With the largest collection of bourbon in the Western Hemisphere, it's no surprise Jack Rose is going all-out for National Bourbon Heritage Month. Each day finds a different bourbon discounted, ranging from Willett to Pappy Van Winkle. The real fun begins on Sept. 23, with four nights of events. Wednesday is a beer, cigar and bourbon tasting on the rooftop deck, with Jack Rose-exclusive beers, such as Devils Backbone Old Ale aged in a 12-year-old Willett barrel, and Saucony Creek's imperial coffee stout aged in a 21-year-old Willett barrel, all paired with cigars.

On Sept. 24, the action moves to the Dram and Grain basement bar, where eight house bourbon cocktails, including the Mother-in-Law and the bone-washed Double Dragon, sell for $10 all night. In a move certain to raise hackles from people who get up in arms about the prices of one-off cocktails, bartender Lukas B. Smith is making a $1,000 cocktail for the occasion: A mint julep concocted with the very, very rare barrel-proof Pappy Van Winkle 23-year-old bourbon that was packaged in a limited-edition decanter set back in 2009. (There's also mint and sugar in the glass.)

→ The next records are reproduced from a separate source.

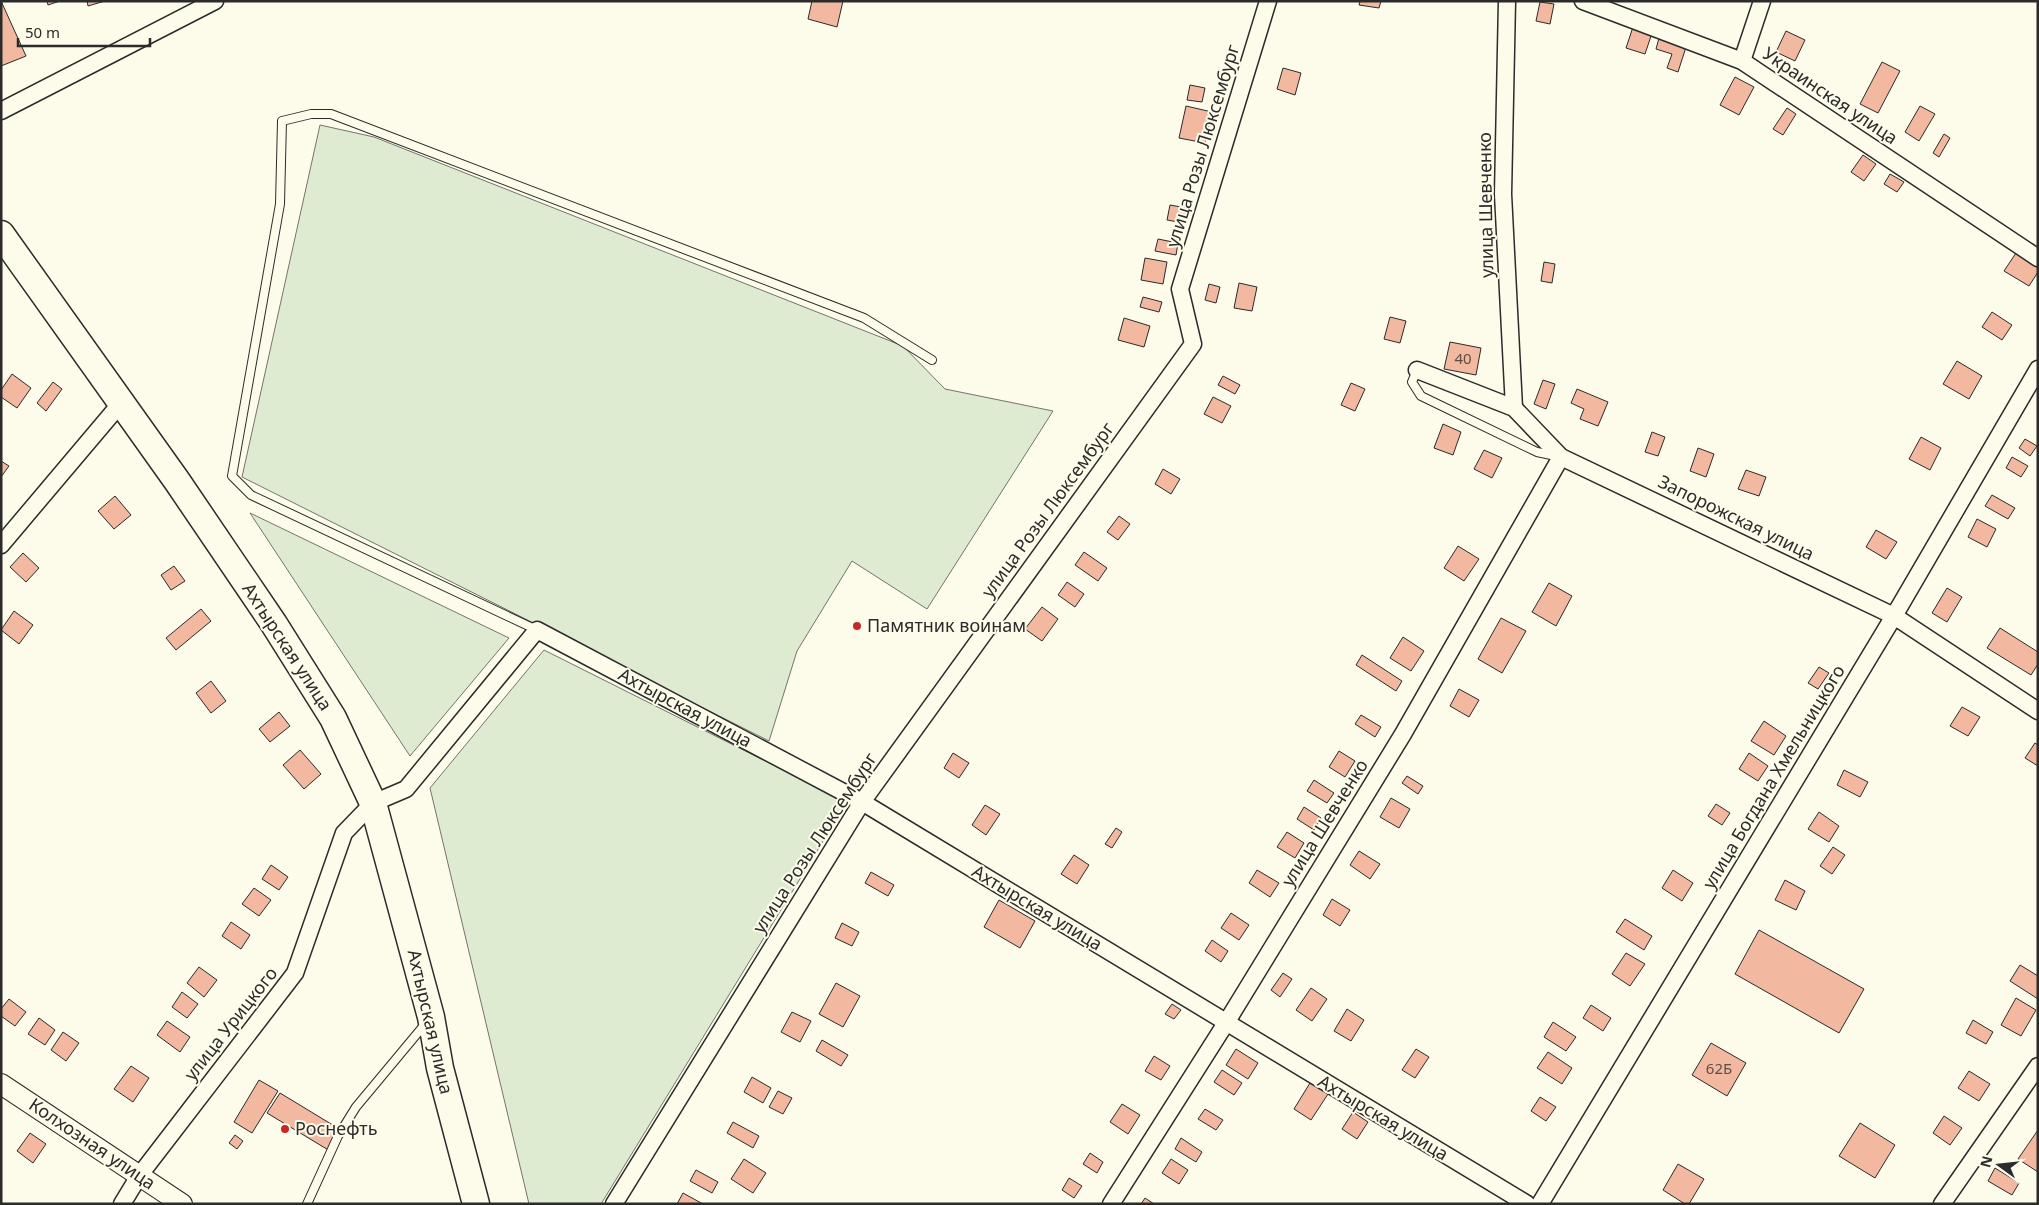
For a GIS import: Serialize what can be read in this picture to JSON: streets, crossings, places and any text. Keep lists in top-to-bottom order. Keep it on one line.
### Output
{"streets":{"highway":["Ахтырская улица"],"street":["Украинская улица","улица Розы Люксембург","улица Шевченко","Запорожская улица","улица Богдана Хмельницкого","улица Урицкого","Колхозная улица"]},"crossings":[["улица Розы Люксембург","Ахтырская улица"],["улица Шевченко","Запорожская улица"],["улица Шевченко","Ахтырская улица"],["Запорожская улица","улица Богдана Хмельницкого"],["Ахтырская улица","улица Урицкого"],["улица Урицкого","Колхозная улица"]],"places":["Памятник воинам","Роснефть"],"house_numbers":["40","62Б"],"scale_bar":"50 m","north":"left"}
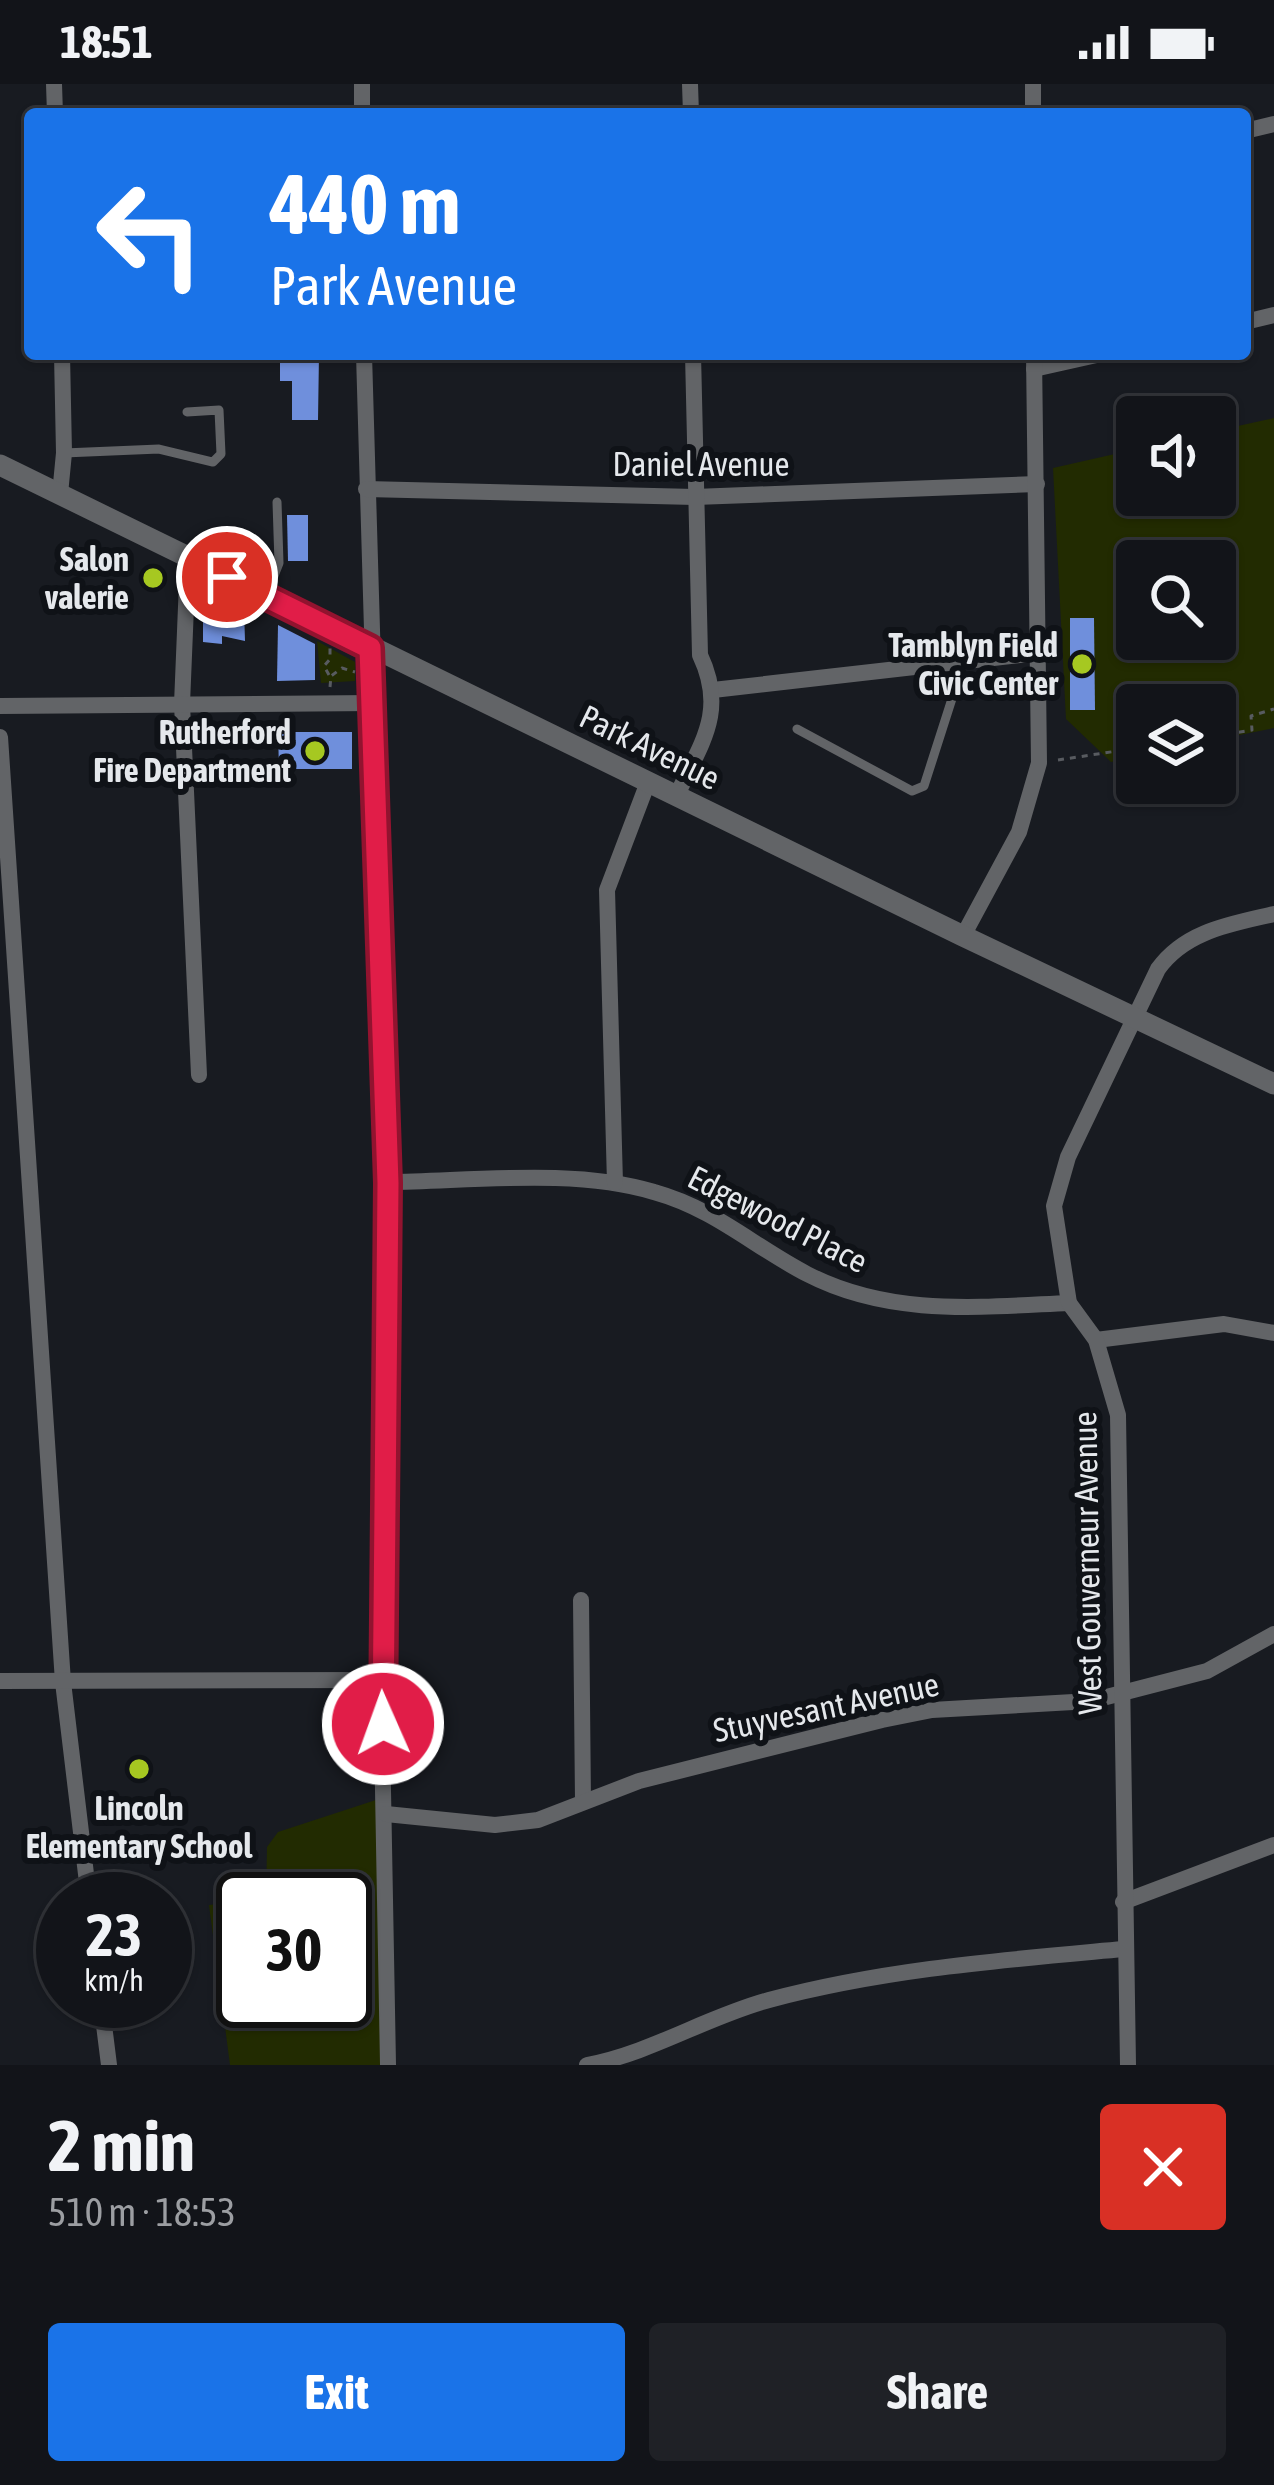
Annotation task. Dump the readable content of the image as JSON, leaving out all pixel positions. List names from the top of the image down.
{
  "streets": {
    "street": [
      "Daniel Avenue",
      "Park Avenue",
      "Edgewood Place",
      "West Gouverneur Avenue",
      "Stuyvesant Avenue"
    ]
  },
  "crossings": [
    ["Park Avenue", "West Gouverneur Avenue"],
    ["Edgewood Place", "West Gouverneur Avenue"],
    ["West Gouverneur Avenue", "Stuyvesant Avenue"]
  ],
  "places": [
    "Salon valerie",
    "Tamblyn Field Civic Center",
    "Rutherford Fire Department",
    "Lincoln Elementary School"
  ],
  "page": {
    "status": "18:51",
    "turn": ["440 m", "Park Avenue"],
    "speed": "23 km/h",
    "limit": "30",
    "heading": ["2 min", "510 m · 18:53"],
    "buttons": ["Exit", "Share"]
  }
}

Sept. 25 is Pappy Hour, with discounted Pappy Van Winkle bourbons, including rarities, from 5 to 7 p.m. And on Sept. 26, events wrap up with a five-course dinner dinner and guided tasting with Fred Minnick, the author of the new "Bourbon Curious." The $125 ticket includes a signed copy of the book. Then, from 11:30 p.m. to 2:30 a.m., there's a tasting of super-rare bourbons in the basement bar called "The Greatest Tastes on Earth." There's no charge to attend, but the bourbons will be a la carte. (E-mail info@jackrosediningsaloon.com to RSVP.)

Bourbon
2348 Wisconsin Ave. NW. 202-625-7770. Facebook page.
On Saturday, Sept. 26, Fred Minnick will also be at Bourbon in Glover Park to talk about "Bourbon Curious" and taste the highly curated list of rare bourbons and ryes. A cursory list includes Prohibition-era bottles, some 1970s and '80s Stitzel-Weller bottles and vintage Brown-Foreman President's Choice, to Willetts that range from the first bottles in D.C. (Iron Fist and Velvet Glove) to 20-year-old bottlings. General Manager Jared Hayman is setting up some blind tasting flights, including "Spot the Pappy," where would-be experts can try three different pours to identify the Pappy Van Winkle again similarly aged bourbons, or try to pick a vintage wheated bourbon from a lineup of three whiskeys. The book signing and talk runs from 4 to 7 p.m.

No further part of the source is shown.